Pending...and Complete
At midnight, the stars were glittering like sequins. There was a light on in the house next door. All the windows were open, but the air was still and summer-warm.
I thought about the snow falling on the East coast, transforming the world in the way snow does. Beautiful, but cold. Difficult for those who have to function. Another reality.
And somehow sleep reclaimed me, but I dreamed I was in trouble, getting deeper and deeper into bad. Like a 62-year-old female version of Walter White (but with no knowledge of chemistry) my crimes kept piling up like dirty snow, and I have no recall now of what they were but I was on the lam, a good guy no longer, and there was no turning back.
I know. There's nothing more boring than hearing the recitations of someone else's dreams, so I'll cease and desist right now.
But I woke up wondering what it meant. The accumulation of misdeeds and omissions? The yearning for a clear new path?
I've talked to a few friends about my fervent desire to change myself in this new year just launched, to really become a different, better person.
In response, my friend Dan sent me these insights from Buddhist teacher Pema Chödrön: "Trying to fix ourselves is not helpful…Trying to change ourselves doesn't work in the long run because we're resisting our own energy."
The only approach that works, suggested Dan, is staying, moment by moment, with our own experience, meeting the suffering and ignorance of others in compassion but holding ourselves in compassion too. He offered some other prescriptive measures as well, but I guess the main idea is that I am to stop judging myself and blaming myself, and instead simply be myself.
"Now all of this will make a difference only if you remember to remember it every day," he said. "It's like good posture. The only way to have good posture is to remember to stand and sit up straight every day, again and again."
I'm going to try...which means I'm trying again. It occurs to me that if I stop yearning to change and trying to do better, I will have made the biggest change imaginable.
Speaking of change, there was a nice bit of its opposite yesterday, a thread of continuity: a visit with Parker, who was one of the 6th grade students in the very first class I taught in Gaviota. He has gray hair now. (I only said that for effect. He does have gray hair...but he's not very old.)
Anyway, Parker is someone who became my friend, not just my student. We helped each other through some things, and we used to talk pretty regularly, and then he went off into his own life. I'm very proud of him. But every once in a while he checks in with me, and that means a lot.
So yesterday Parker and I shared a scone, got caught up a bit, and went for a walk.
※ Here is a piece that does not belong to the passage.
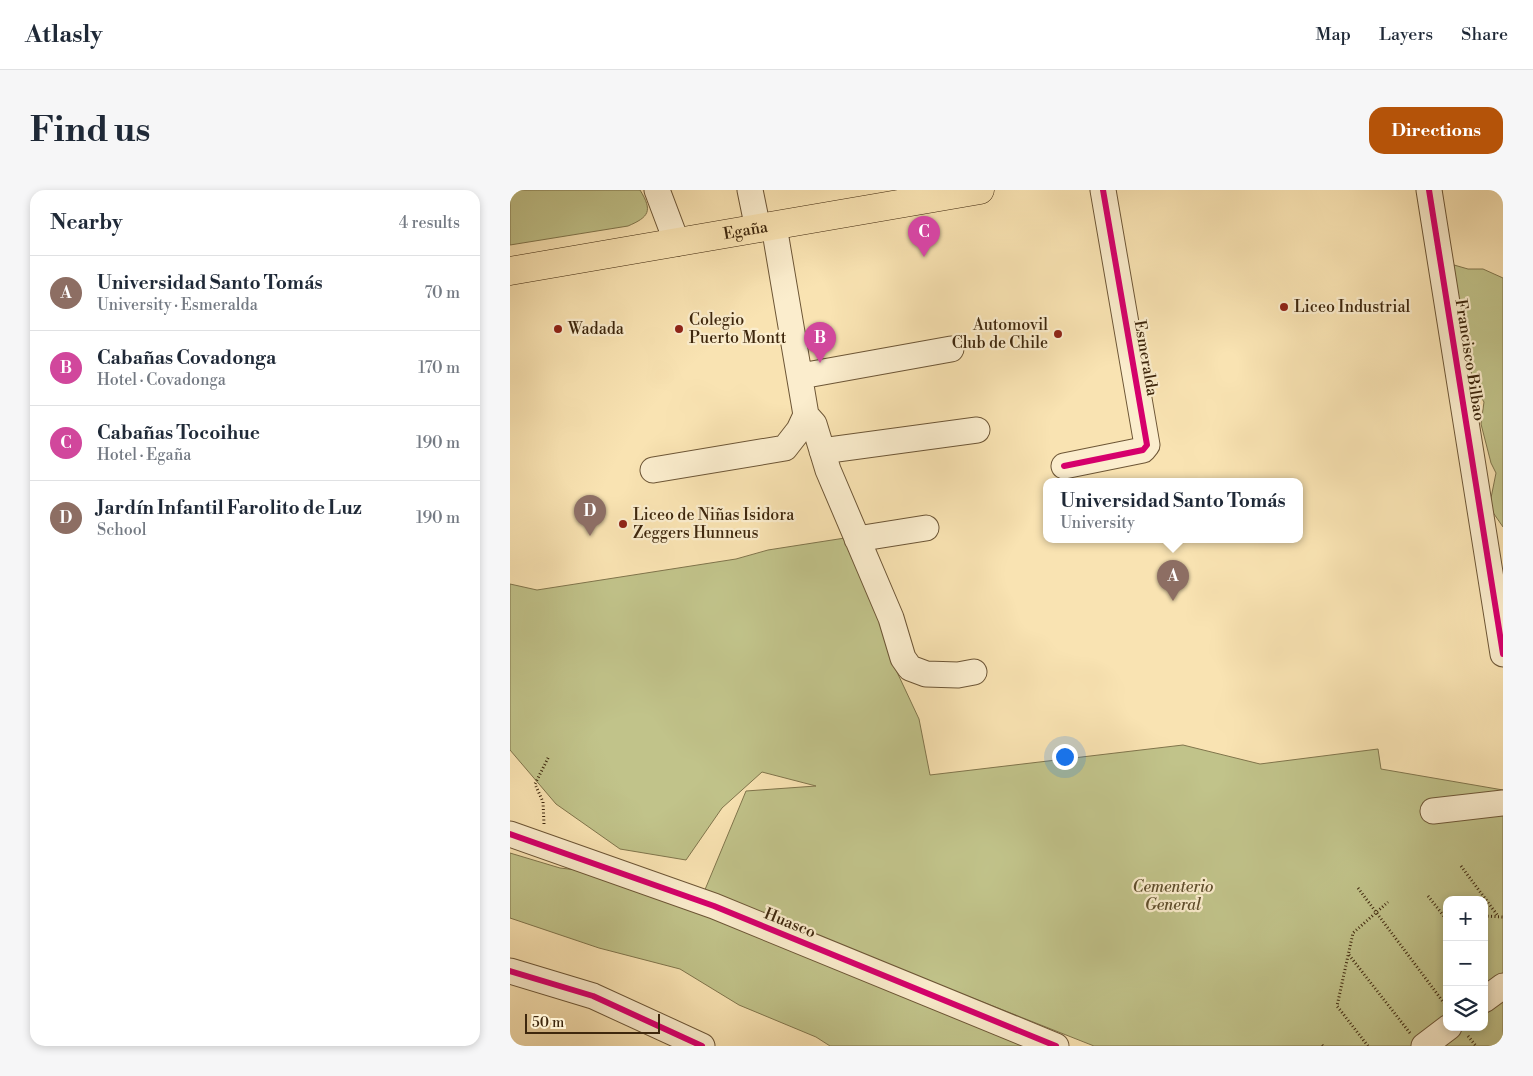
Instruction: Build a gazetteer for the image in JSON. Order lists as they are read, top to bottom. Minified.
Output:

It was a hot day and we didn't go very far, just up a hill to a bench, where we sat looking out onto the pastoral Santa Ynez Valley, the hazy mountains beyond.
There's something so dreamlike about the valley sometimes. Bits of tinsel twinkled in a vineyard, barn roofs gleamed white in the sunlight, a hawk soared in the distance.
Everything was blue and gold and yellow, paused in its state of enchantment, somehow pending but complete.